Хотя обвинения Белинского для меня смягчались в кружке тогдашнего ректора Петербургского университета П. А. Плетнева, друга Пушкина и Жуковского, отзывами иного рода, тем не менее я и мои товарищи-студенты, навещавшие Плетнева, не могли вполне отрешиться от страстной и подкупающей своим красноречием критики Белинского. Плетнев, защищая Гоголя, делал что мог. Он читал нам, студентам, письма о Гоголе живших в то время в чужих краях Жуковского и князя Вяземского, объяснял эти письма и советовал нам, не поддаваясь нападкам врагов Гоголя, самостоятельно решить вопрос, прав ли был Гоголь, издавая то, о чем он счел долгом открыто высказаться перед родиной? – «Его зовут фарисеем и ренегатом, – говорил нам Плетнев, – клянут его, как некоего служителя мрака и лжи, оглашают его, наконец, чуть не сумасшедшим… И за что же? За то, что, одаренный гением творчества, родной писатель-сатирик дерзнул глубже взглянуть в собственную свою душу, проверить свои сокровенные помыслы и самостоятельно, никого не спросясь, открыто о том поведать другим… Как смел он, создатель Чичикова, Хлестакова, Сквозника и Манилова, пойти не по общей, а по иной дороге, заговорить о духовных вопросах, о церкви, о вере? В сумасшедший дом его! Он – помешанный!» – Так говорил нам Плетнев.

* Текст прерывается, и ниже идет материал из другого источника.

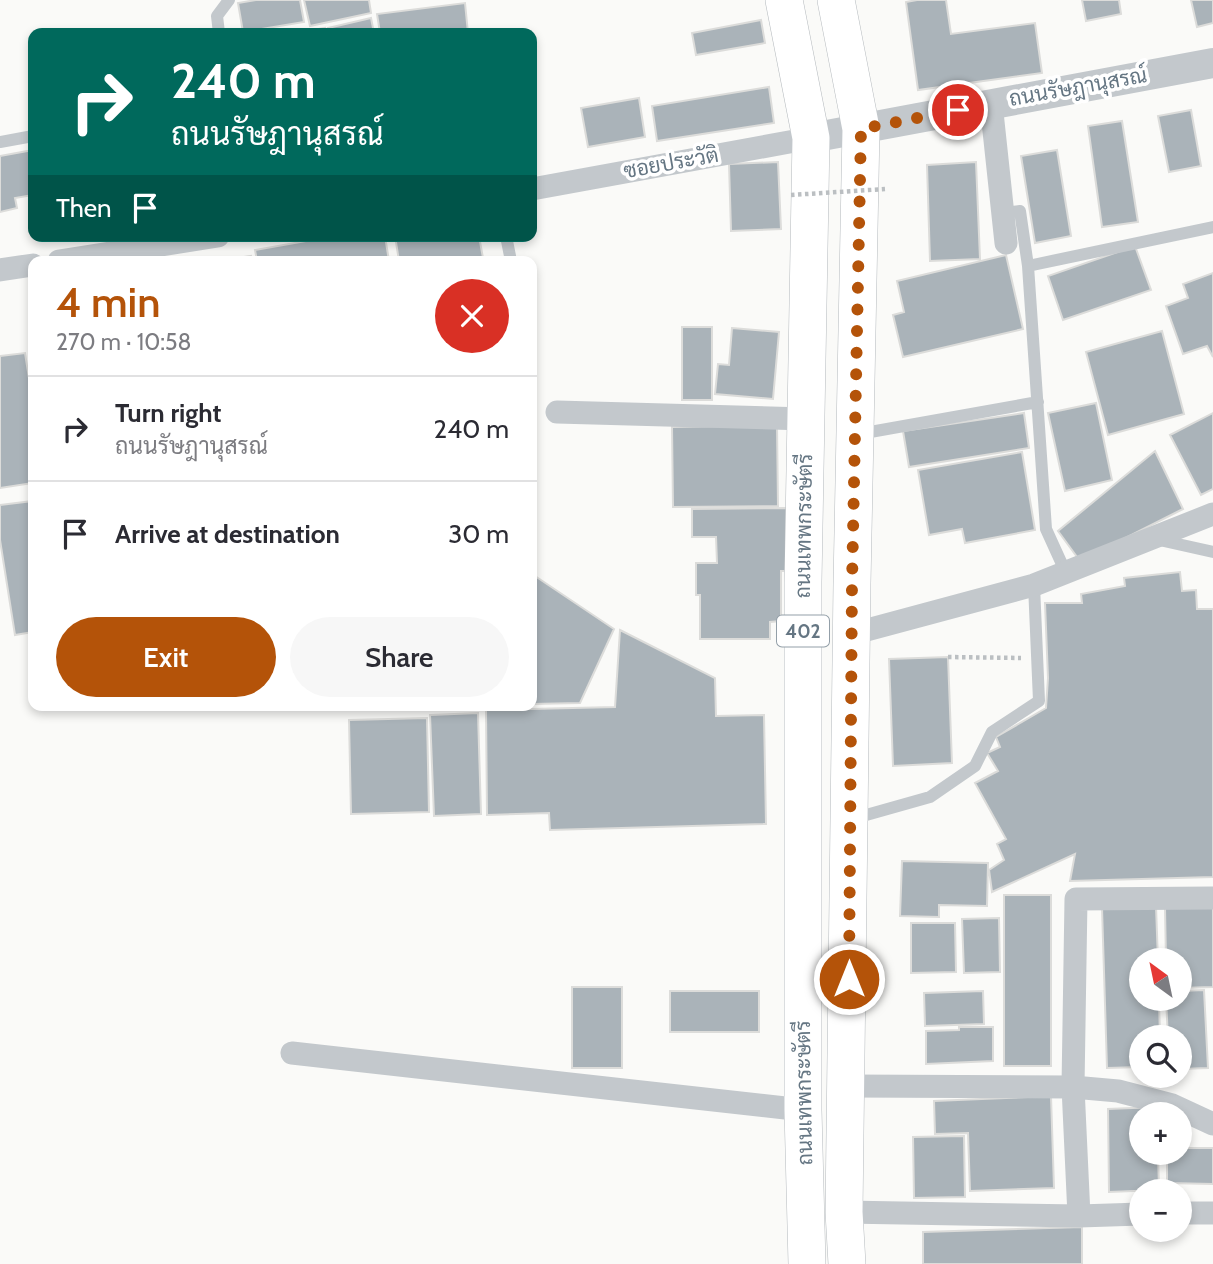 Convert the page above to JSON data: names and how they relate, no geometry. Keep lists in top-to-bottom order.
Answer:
{
  "streets": {
    "main road": ["ถนนเทพกระษัตรี", "402"],
    "street": ["ถนนรัษฎานุสรณ์", "ซอยประวัติ"]
  },
  "crossings": [
    ["ถนนรัษฎานุสรณ์", "ซอยประวัติ"],
    ["ถนนรัษฎานุสรณ์", "ถนนเทพกระษัตรี"],
    ["ซอยประวัติ", "ถนนเทพกระษัตรี"]
  ],
  "north": "top left",
  "page": {
    "turn": ["240 m", "ถนนรัษฎานุสรณ์"],
    "then": "Then",
    "heading": ["4 min", "270 m · 10:58"],
    "list": [
      {
        "name": "Turn right",
        "note": "ถนนรัษฎานุสรณ์",
        "value": "240 m"
      },
      {
        "name": "Arrive at destination",
        "value": "30 m"
      }
    ],
    "buttons": ["Exit", "Share"],
    "map_buttons": ["+", "−"]
  }
}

Молва о помешательстве Гоголя, действительно, в то время была распространена в обществе. Говорили странные вещи: будто Гоголь окончательно отрекся от своего писательского призвания, будто он постится по целым неделям, живет, как монах, читает только ветхий и новый завет и жития святых и, душевно болея и сильно опустившись, относится с отвращением не только к изящной литературе, но и к искусству вообще.

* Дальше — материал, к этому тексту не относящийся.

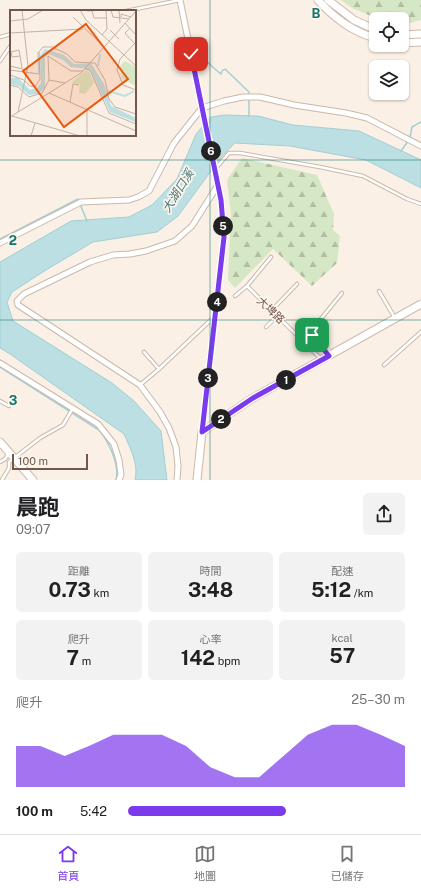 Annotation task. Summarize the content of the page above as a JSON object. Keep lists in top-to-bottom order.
{
  "streets": {
    "lane": ["大埤路"]
  },
  "water": ["大湖口溪"],
  "scale_bar": "100 m",
  "page": {
    "pins": [
      "6",
      "5",
      "4",
      "3",
      "1",
      "2"
    ],
    "scale": "100 m",
    "heading": ["晨跑", "09:07"],
    "stats": [
      ["距離", "0.73 km"],
      ["時間", "3:48"],
      ["配速", "5:12 /km"],
      ["爬升", "7 m"],
      ["心率", "142 bpm"],
      ["kcal", "57"]
    ],
    "chart": ["爬升", "25–30 m"],
    "list": [
      {
        "name": "100 m",
        "note": "5:42"
      }
    ],
    "tabs": ["首頁", "地圖", "已儲存"]
  },
  "grid": {
    "columns": ["B"],
    "rows": ["2", "3"]
  }
}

Все эти мысли, по поводу Гоголя, невольно проносились в моей голове в то время, когда извозчичьи дрожки по Никитскому бульвару везли Бодянского и меня к дому Талызина. Одно меня несколько успокаивало: Гоголь пригласил к себе певца-малоросса, этот певец должен был у него петь народные украинские песни, – следовательно, думал я, автор «Мертвых душ» не вполне еще стал монахом-аскетом, и его душе еще доступны произведения художественного творчества.
Въехав в каменные ворота высокой ограды, направо, к балконной галлерее дома Талызина, мы вошли в переднюю нижнего этажа. Старик-слуга графа Толстого приветливо указал нам дверь из передней направо.
– Не опоздали? – спросил Бодянский, обычною своею, ковыляющею походкой проходя в эту дверь.
– Пожалуйте, ждут-с! – ответил слуга.
Бодянский прошел приемную и остановился перед следующею, затворенною дверью в угольную комнату, два окна которой выходили во двор и два на бульвар. Я догадывался, что это был рабочий кабинет Гоголя. Бодянский постучался в дверь этой комнаты.
– Чи дома, брате Миколо? – спросил он по-малорусски.
– А дома ж, дома! – негромко ответил кто-то оттуда.
Сердце у меня сильно забилось. Дверь растворилась. У ее порога стоял Гоголь.